## [Problem to work on]
Below are some records. Print exactly the lines between the one holding "context = document.querySelector('canvas').getContext('2d');" and the one holding "const toPath = rows", inclusive, and nothing else.

______________________________

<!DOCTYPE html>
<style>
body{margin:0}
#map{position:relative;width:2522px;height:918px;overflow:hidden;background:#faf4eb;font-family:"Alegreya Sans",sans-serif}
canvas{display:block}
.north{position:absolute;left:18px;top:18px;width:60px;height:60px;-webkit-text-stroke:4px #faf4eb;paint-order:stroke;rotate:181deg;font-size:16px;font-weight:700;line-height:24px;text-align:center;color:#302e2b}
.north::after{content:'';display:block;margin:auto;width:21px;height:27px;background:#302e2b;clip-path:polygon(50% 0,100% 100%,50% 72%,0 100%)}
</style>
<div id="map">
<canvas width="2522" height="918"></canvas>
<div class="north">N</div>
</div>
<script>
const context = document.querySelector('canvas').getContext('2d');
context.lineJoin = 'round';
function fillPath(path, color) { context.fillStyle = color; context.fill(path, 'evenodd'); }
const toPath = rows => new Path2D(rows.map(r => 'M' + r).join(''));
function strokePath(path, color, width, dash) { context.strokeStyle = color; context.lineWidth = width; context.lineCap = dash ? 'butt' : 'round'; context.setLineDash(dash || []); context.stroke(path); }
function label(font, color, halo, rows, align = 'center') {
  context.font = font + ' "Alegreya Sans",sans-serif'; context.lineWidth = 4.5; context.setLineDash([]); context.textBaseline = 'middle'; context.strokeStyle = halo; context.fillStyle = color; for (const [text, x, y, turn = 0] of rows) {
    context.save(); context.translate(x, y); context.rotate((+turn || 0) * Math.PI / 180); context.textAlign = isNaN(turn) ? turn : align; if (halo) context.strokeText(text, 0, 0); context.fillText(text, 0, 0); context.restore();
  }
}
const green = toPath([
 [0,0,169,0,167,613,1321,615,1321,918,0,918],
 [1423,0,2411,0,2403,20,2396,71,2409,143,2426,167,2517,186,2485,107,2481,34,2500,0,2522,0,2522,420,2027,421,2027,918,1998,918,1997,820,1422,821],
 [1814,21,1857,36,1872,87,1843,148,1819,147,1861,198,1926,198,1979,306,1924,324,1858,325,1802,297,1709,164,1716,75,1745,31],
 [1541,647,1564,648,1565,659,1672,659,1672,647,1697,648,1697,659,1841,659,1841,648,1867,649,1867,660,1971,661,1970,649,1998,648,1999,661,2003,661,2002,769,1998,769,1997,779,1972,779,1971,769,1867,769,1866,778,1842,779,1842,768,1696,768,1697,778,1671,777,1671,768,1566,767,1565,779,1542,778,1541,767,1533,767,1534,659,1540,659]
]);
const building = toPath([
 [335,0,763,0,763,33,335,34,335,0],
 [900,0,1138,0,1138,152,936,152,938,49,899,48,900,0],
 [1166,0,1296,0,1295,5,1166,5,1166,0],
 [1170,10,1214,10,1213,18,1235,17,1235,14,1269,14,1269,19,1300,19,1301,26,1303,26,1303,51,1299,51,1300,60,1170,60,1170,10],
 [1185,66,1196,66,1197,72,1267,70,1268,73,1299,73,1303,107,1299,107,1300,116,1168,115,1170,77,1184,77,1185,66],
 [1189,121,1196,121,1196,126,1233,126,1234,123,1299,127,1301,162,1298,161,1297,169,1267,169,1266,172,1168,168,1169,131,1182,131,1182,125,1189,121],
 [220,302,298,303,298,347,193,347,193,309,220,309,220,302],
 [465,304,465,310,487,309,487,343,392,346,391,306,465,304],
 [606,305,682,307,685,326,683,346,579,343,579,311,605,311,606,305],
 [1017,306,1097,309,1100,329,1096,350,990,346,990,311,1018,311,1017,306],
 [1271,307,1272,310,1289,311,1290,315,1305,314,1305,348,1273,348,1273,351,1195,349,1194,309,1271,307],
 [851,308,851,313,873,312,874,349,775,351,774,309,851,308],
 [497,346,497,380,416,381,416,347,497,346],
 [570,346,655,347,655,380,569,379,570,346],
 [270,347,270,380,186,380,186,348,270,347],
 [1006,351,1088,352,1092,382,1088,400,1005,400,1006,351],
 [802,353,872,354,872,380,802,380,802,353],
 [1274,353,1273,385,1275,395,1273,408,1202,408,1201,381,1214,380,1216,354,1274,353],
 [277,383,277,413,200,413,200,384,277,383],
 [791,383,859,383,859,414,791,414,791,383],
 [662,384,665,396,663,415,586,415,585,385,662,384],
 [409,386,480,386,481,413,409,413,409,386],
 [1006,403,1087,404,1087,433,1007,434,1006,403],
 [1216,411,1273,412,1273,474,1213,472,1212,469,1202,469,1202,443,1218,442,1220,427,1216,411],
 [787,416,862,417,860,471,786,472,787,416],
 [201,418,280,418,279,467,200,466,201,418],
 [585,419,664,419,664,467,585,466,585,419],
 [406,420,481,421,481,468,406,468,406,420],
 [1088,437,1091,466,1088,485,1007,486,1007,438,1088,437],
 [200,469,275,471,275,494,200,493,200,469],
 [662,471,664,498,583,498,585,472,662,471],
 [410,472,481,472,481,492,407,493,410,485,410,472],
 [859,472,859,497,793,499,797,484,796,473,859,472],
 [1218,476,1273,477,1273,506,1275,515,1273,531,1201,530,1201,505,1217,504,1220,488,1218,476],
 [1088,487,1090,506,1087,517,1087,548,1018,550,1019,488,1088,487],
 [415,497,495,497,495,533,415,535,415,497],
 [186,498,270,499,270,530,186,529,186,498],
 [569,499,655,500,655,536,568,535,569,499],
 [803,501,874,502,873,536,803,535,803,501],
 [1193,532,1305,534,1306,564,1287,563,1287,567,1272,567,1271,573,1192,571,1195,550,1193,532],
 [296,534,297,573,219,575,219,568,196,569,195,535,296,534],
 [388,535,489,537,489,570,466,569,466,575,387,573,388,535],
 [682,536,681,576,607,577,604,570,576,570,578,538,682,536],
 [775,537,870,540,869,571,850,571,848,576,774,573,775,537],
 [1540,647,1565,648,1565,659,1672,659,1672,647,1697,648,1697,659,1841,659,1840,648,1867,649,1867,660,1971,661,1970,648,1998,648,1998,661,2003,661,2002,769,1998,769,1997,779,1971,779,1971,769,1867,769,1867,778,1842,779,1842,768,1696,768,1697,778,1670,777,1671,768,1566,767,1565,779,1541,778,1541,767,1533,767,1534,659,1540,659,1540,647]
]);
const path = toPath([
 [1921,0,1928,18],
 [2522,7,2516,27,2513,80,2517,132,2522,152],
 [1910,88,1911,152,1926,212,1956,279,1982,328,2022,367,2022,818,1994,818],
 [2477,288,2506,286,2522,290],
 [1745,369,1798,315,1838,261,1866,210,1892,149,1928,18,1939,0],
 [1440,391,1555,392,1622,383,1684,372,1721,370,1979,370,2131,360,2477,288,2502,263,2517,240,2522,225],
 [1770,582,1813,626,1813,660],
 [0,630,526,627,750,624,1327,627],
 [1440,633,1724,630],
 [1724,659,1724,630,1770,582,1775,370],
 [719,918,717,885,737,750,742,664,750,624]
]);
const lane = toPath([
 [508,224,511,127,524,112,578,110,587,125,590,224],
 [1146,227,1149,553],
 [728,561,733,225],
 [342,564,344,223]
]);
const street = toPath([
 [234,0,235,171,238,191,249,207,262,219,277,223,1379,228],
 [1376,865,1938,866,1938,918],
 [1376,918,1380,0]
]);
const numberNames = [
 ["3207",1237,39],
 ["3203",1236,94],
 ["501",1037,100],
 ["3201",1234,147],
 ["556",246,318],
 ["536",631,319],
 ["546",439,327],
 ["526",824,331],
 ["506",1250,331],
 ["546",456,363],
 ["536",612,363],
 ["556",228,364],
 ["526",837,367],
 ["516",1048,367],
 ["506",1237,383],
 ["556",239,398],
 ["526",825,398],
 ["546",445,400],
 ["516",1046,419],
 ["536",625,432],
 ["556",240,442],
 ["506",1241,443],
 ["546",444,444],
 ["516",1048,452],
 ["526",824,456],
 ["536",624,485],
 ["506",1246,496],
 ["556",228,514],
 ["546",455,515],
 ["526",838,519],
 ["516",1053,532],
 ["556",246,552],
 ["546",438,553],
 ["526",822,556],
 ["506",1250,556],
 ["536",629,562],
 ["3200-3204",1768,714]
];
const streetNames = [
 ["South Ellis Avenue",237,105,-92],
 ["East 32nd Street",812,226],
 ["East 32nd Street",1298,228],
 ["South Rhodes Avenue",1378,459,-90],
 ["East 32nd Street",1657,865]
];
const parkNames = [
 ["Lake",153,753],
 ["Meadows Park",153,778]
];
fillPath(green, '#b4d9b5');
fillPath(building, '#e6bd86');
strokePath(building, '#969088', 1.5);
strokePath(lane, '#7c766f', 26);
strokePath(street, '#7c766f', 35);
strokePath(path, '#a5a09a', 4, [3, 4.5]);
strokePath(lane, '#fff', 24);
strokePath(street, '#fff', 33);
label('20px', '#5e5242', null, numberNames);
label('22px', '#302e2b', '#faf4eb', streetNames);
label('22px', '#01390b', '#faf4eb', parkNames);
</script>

______________________________

## [Task answer]
const context = document.querySelector('canvas').getContext('2d');
context.lineJoin = 'round';
function fillPath(path, color) { context.fillStyle = color; context.fill(path, 'evenodd'); }
const toPath = rows => new Path2D(rows.map(r => 'M' + r).join(''));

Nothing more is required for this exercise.